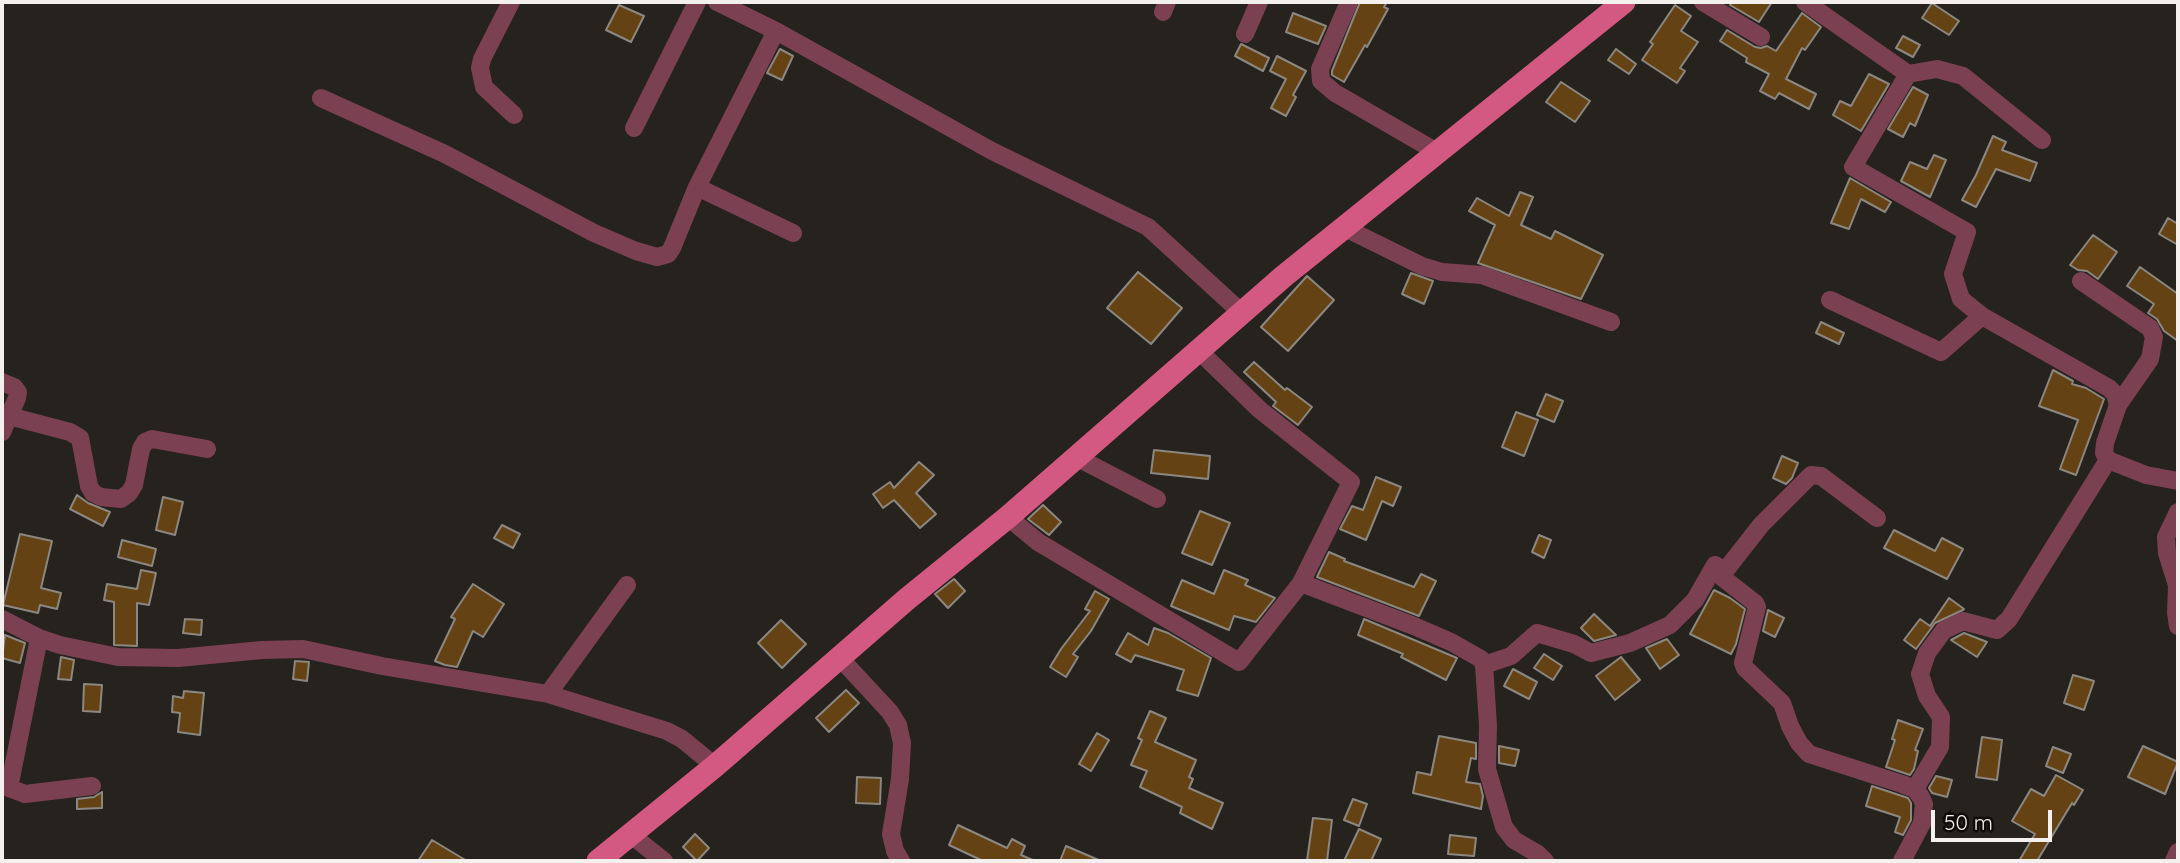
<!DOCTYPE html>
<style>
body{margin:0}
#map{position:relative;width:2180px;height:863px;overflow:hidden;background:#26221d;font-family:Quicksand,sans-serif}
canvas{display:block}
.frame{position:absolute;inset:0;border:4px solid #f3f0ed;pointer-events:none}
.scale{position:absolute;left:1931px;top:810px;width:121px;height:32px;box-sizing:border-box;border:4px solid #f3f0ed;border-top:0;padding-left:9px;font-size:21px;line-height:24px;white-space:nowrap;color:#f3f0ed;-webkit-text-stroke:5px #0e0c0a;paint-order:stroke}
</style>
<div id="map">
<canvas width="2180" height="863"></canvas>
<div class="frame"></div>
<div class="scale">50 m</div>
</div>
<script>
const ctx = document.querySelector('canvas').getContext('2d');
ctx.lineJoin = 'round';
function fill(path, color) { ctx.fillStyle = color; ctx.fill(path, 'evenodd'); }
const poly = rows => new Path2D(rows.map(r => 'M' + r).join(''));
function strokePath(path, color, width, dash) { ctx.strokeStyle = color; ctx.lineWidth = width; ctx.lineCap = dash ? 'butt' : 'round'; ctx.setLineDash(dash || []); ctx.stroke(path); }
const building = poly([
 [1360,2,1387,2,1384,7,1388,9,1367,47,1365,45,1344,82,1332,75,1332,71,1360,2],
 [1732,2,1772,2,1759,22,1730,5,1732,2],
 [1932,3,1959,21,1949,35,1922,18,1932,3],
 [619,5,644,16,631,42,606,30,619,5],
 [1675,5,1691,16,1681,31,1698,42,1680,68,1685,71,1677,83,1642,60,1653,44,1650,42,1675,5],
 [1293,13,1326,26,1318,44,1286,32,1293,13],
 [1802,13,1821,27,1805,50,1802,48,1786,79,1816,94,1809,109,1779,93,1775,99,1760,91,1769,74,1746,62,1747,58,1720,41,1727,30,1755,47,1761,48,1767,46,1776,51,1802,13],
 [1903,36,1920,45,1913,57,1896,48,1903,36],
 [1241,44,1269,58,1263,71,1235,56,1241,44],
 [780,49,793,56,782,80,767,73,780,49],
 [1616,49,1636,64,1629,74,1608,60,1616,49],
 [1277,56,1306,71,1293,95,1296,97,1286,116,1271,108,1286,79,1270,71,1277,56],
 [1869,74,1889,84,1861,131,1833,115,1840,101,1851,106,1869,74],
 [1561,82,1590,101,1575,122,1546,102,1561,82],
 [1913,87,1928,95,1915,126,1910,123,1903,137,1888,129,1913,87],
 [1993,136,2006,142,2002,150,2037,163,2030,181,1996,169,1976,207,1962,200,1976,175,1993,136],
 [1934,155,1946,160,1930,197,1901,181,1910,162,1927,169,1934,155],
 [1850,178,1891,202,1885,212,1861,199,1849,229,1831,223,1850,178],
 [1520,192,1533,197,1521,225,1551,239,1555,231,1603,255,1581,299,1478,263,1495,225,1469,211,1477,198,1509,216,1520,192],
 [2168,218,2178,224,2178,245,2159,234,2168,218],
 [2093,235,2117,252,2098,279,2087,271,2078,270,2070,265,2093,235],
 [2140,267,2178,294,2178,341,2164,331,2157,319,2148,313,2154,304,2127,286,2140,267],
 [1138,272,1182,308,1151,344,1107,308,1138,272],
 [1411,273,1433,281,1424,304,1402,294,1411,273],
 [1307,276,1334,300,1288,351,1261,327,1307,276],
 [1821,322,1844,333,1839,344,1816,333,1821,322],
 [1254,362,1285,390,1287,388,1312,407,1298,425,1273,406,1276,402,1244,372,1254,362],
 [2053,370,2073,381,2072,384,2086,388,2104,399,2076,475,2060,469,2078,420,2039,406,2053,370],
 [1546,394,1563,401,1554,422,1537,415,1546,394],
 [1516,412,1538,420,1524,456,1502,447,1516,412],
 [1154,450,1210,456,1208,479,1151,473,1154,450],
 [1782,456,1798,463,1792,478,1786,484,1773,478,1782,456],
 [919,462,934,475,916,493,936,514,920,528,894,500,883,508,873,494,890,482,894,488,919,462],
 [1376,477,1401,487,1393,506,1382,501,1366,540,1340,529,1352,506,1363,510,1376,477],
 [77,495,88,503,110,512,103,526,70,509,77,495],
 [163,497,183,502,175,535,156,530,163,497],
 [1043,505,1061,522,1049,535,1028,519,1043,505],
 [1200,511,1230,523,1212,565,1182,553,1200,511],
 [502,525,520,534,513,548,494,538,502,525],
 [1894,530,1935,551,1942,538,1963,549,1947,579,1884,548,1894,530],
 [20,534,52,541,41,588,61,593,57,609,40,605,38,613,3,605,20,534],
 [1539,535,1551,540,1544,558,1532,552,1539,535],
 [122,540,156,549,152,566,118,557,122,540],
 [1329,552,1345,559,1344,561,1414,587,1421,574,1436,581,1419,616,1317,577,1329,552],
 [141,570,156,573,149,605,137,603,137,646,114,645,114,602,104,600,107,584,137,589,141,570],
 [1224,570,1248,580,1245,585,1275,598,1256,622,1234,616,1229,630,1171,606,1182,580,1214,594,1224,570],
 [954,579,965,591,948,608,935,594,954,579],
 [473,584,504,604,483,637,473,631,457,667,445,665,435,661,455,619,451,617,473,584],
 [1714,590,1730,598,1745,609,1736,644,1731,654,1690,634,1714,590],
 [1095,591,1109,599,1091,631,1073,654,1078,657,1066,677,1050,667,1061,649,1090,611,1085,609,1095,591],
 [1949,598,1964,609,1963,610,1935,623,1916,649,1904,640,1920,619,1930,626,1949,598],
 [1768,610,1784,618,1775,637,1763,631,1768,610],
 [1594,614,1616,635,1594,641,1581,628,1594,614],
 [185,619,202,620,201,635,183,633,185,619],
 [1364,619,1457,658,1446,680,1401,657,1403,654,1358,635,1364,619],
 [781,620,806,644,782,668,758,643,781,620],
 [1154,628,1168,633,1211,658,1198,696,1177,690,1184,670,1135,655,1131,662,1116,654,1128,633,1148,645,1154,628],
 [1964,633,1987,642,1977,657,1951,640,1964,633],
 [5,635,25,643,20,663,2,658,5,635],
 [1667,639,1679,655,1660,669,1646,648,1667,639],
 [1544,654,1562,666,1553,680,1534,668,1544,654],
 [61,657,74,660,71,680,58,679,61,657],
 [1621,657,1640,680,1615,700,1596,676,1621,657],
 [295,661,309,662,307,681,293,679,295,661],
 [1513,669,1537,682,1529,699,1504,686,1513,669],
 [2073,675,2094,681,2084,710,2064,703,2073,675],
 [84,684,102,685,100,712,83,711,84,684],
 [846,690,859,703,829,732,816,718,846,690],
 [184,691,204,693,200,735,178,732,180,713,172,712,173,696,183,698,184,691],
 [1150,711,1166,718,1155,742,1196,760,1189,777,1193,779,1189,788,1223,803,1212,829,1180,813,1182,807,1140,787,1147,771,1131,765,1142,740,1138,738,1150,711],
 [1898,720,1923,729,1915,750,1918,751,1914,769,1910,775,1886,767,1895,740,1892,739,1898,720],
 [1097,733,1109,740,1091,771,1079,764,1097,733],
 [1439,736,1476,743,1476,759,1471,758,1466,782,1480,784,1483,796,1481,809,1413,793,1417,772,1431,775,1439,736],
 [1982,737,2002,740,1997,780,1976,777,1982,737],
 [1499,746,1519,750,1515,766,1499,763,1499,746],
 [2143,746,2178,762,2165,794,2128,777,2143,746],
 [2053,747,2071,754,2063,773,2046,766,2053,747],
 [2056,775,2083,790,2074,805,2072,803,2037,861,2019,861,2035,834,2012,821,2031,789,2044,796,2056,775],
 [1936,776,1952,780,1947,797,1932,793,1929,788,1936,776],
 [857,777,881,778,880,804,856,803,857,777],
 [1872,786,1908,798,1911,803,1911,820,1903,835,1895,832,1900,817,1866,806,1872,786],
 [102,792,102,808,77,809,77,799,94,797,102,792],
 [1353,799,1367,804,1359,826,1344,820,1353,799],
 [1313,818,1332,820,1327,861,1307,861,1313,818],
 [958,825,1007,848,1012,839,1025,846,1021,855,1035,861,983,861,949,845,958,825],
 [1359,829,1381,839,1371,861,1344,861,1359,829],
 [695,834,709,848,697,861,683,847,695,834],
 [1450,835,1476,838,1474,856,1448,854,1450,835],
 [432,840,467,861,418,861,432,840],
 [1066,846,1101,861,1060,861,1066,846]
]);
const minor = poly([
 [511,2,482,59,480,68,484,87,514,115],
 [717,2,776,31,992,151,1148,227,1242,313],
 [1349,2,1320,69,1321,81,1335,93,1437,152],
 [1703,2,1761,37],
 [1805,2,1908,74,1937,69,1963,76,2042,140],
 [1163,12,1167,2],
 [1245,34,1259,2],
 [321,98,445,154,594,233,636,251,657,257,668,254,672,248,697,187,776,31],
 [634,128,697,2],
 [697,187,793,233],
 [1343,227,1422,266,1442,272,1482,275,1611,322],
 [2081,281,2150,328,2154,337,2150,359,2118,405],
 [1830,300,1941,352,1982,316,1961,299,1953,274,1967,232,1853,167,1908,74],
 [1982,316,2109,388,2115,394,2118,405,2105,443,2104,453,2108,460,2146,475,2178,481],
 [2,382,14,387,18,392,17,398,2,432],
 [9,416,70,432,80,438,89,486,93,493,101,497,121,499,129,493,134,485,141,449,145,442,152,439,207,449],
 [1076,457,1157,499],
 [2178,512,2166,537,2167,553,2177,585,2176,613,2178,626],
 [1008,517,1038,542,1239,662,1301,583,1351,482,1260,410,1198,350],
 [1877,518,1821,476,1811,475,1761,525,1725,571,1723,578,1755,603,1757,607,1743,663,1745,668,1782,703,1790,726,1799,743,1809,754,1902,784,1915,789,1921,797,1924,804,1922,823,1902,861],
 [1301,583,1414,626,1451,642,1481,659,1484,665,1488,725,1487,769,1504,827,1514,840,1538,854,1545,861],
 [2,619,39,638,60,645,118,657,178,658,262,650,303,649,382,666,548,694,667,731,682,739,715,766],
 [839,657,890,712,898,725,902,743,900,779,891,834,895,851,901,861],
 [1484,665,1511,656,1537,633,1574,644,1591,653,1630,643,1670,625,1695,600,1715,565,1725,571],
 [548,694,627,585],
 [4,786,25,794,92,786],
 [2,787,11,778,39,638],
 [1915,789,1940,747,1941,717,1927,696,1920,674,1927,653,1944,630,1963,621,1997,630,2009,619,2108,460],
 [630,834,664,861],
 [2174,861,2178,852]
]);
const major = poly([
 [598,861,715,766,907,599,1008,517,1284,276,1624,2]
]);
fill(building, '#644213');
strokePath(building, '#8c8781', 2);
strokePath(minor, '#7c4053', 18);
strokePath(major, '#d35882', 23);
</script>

**Exercise description**
Nothing but a number is wanted here: how many lines of the material contain the string "canvas".

**Solution to the exercise**
3